「くるみの木」(Der Nussbaum)は、ロベルト・シューマンの歌曲集『ミルテの花』(Myrthen)作品25の第3曲です。シューマンの「歌曲の年」と呼ばれる1840年に作曲され、結婚式前日の9月12日に、愛するクララ・ヴィークへ純潔の象徴であるミルテの花で飾って贈られました。
テキストはドイツの詩人ユーリウス・モーゼン(1803–1867)によるものです。

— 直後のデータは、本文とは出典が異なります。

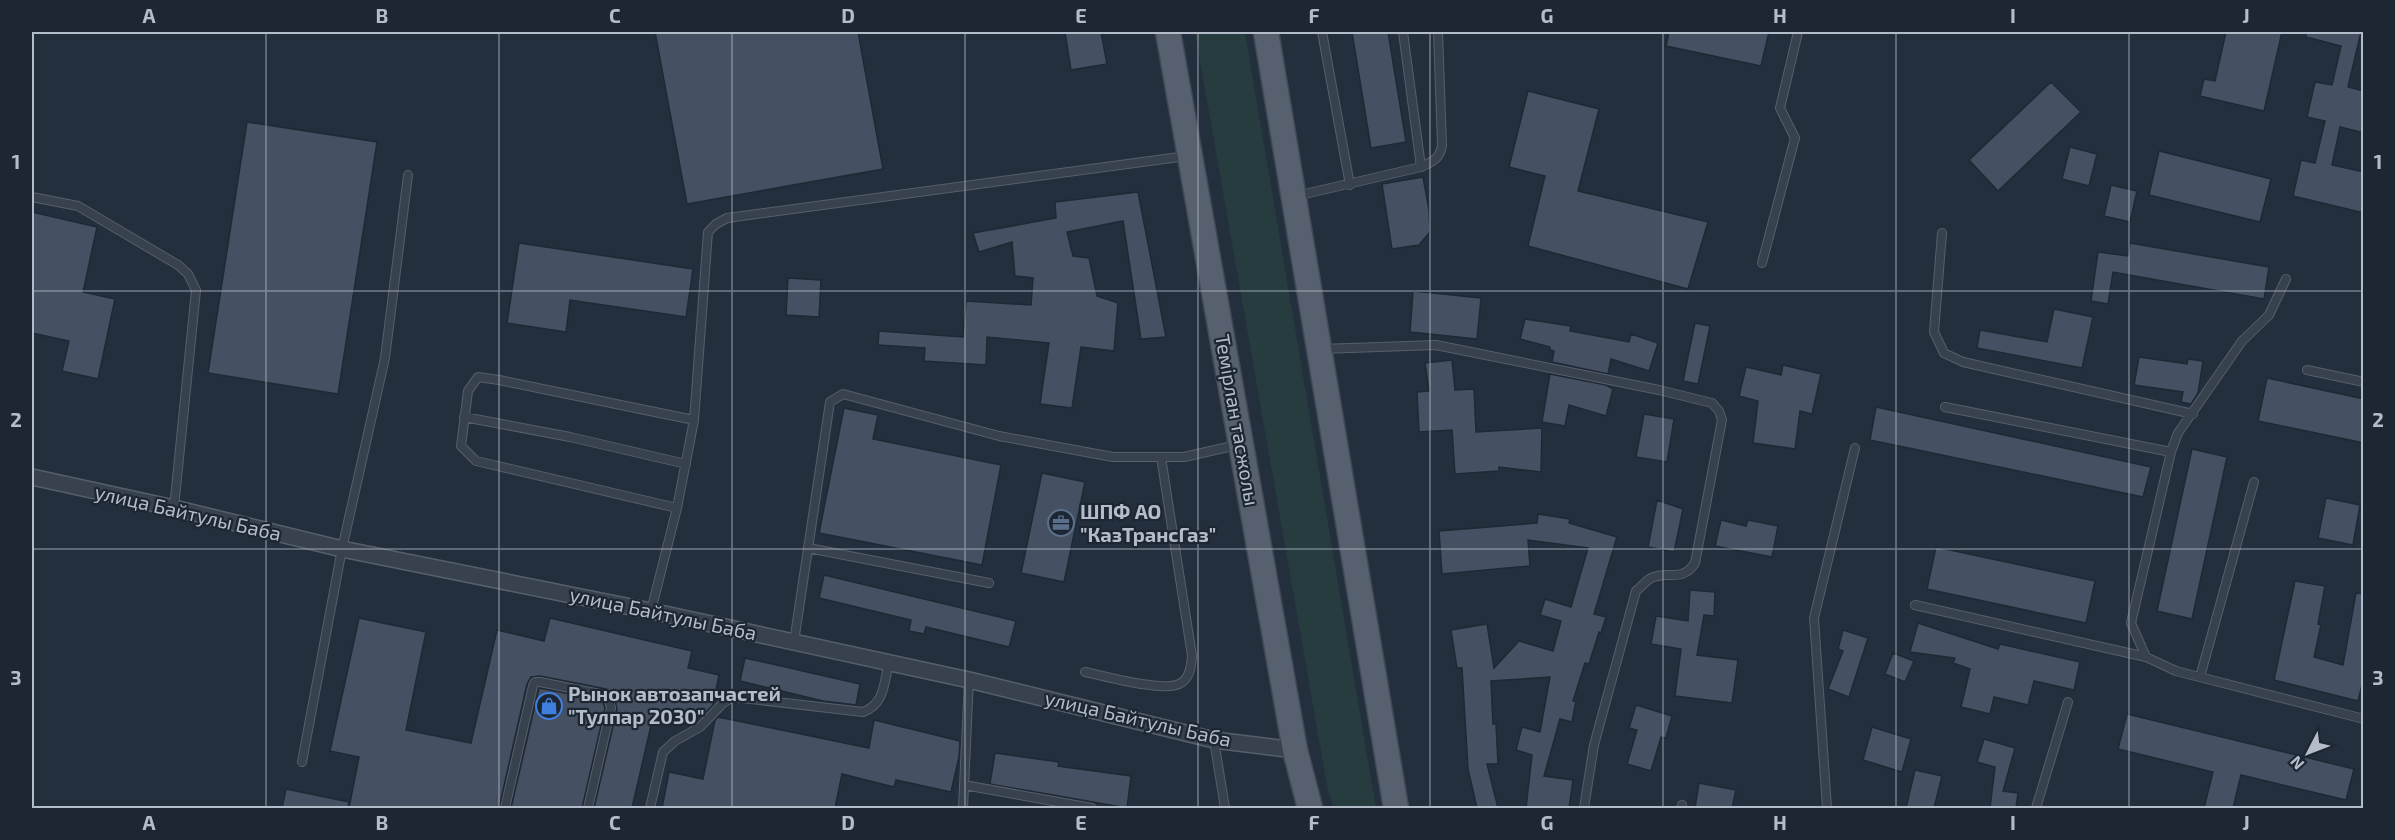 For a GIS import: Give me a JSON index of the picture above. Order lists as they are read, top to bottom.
{
  "streets": {
    "main road": ["Темірлан тасжолы"],
    "street": ["улица Байтулы Баба"]
  },
  "crossings": [
    ["Темірлан тасжолы", "улица Байтулы Баба"]
  ],
  "places": {
    "office": ["ШПФ АО \"КазТрансГаз\""],
    "shop": ["Рынок автозапчастей \"Тулпар 2030\""]
  },
  "north": "bottom left",
  "grid": {
    "columns": [
      "A",
      "B",
      "C",
      "D",
      "E",
      "F",
      "G",
      "H",
      "I",
      "J"
    ],
    "rows": ["1", "2", "3"]
  }
} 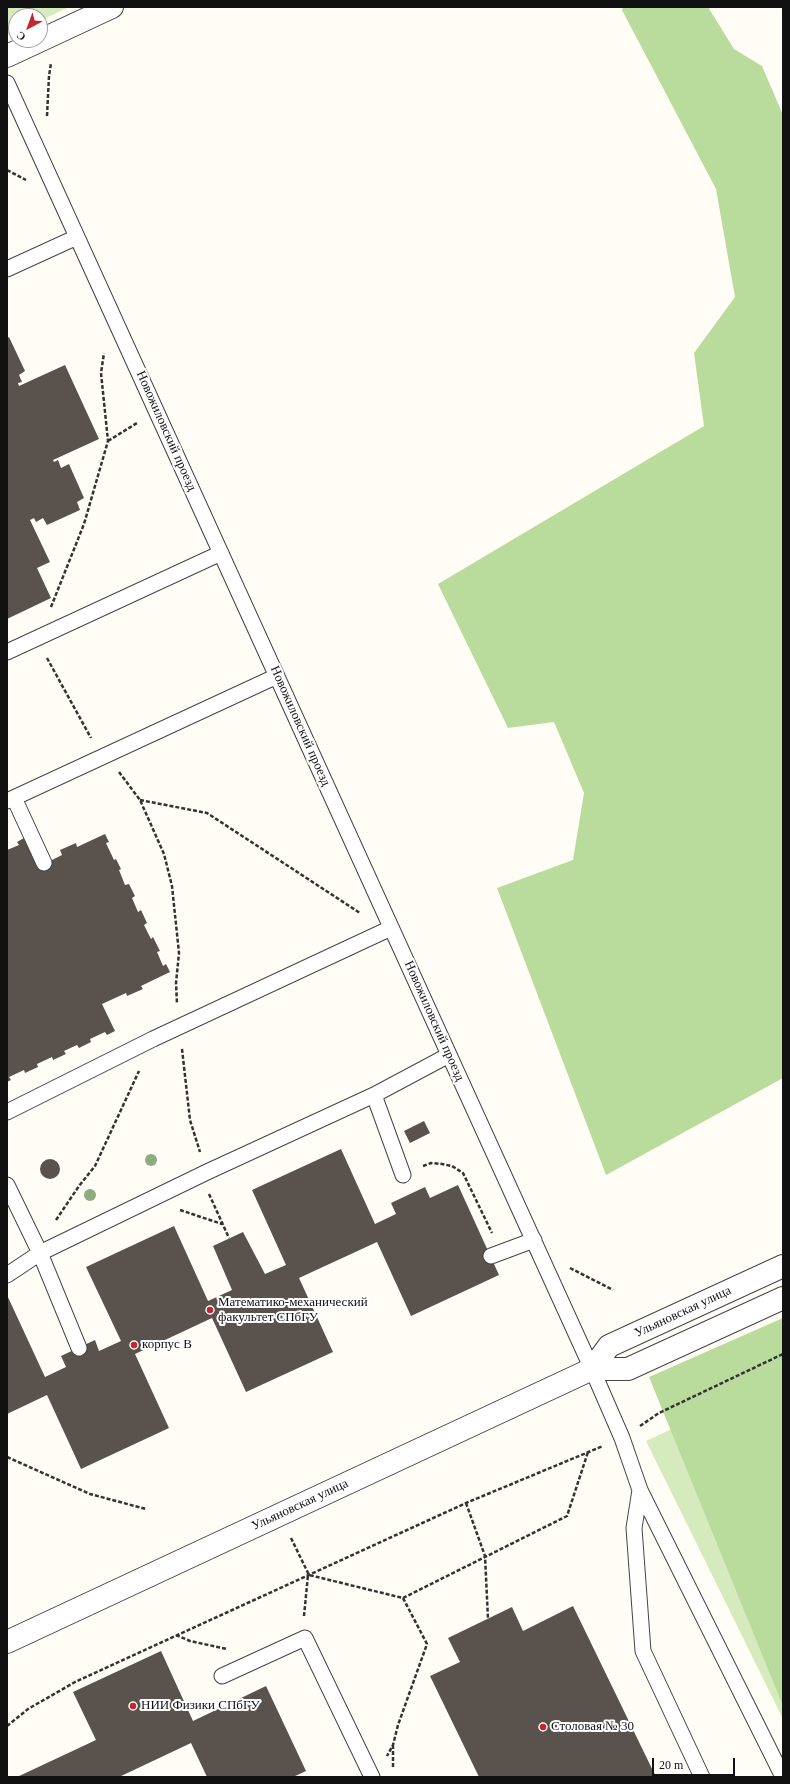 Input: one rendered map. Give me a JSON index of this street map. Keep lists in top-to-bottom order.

家の前に立つ1本のくるみの木が緑の葉を広げ、快い香りの花々が咲いている情景が描かれます。やさしい風が葉をそよがせ、花々は互いにささやき合い、花婿のこと、来年のことを語ります。木のもとで耳を傾ける乙女は、微笑みながら眠りに落ち、愛の夢へと誘われていきます。

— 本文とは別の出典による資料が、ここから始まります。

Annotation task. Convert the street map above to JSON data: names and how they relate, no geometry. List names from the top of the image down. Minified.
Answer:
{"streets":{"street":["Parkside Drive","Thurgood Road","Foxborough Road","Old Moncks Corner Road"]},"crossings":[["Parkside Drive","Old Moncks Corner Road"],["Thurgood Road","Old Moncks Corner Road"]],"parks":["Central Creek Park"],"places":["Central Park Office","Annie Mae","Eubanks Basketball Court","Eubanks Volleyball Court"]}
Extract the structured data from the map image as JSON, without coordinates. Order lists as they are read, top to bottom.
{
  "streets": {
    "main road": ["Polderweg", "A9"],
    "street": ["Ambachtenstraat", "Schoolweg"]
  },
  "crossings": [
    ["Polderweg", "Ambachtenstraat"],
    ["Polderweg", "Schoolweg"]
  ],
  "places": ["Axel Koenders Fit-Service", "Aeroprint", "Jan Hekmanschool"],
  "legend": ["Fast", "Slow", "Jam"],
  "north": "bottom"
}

ト長調で書かれたこの曲は、くるみの木の葉がそよ風に揺れる様子を表現する、流れるような16分音符のアルペジオによるピアノ伴奏が特徴的です。通作形式により、詩の情景に寄り添いながら音楽が自然に展開していきます。属七の掛留音が独特の温かみと優しさを与えています。
ピアノと歌声の融合が絶妙で、ピアノの旋律的動機が歌のフレーズに先行し、また後を追い、やがて歌声に対する繊細な対旋律へと変化していきます。この伴奏と旋律を一体化させる手法は、後のヨハネス・ブラームスなどに大きな影響を与えました。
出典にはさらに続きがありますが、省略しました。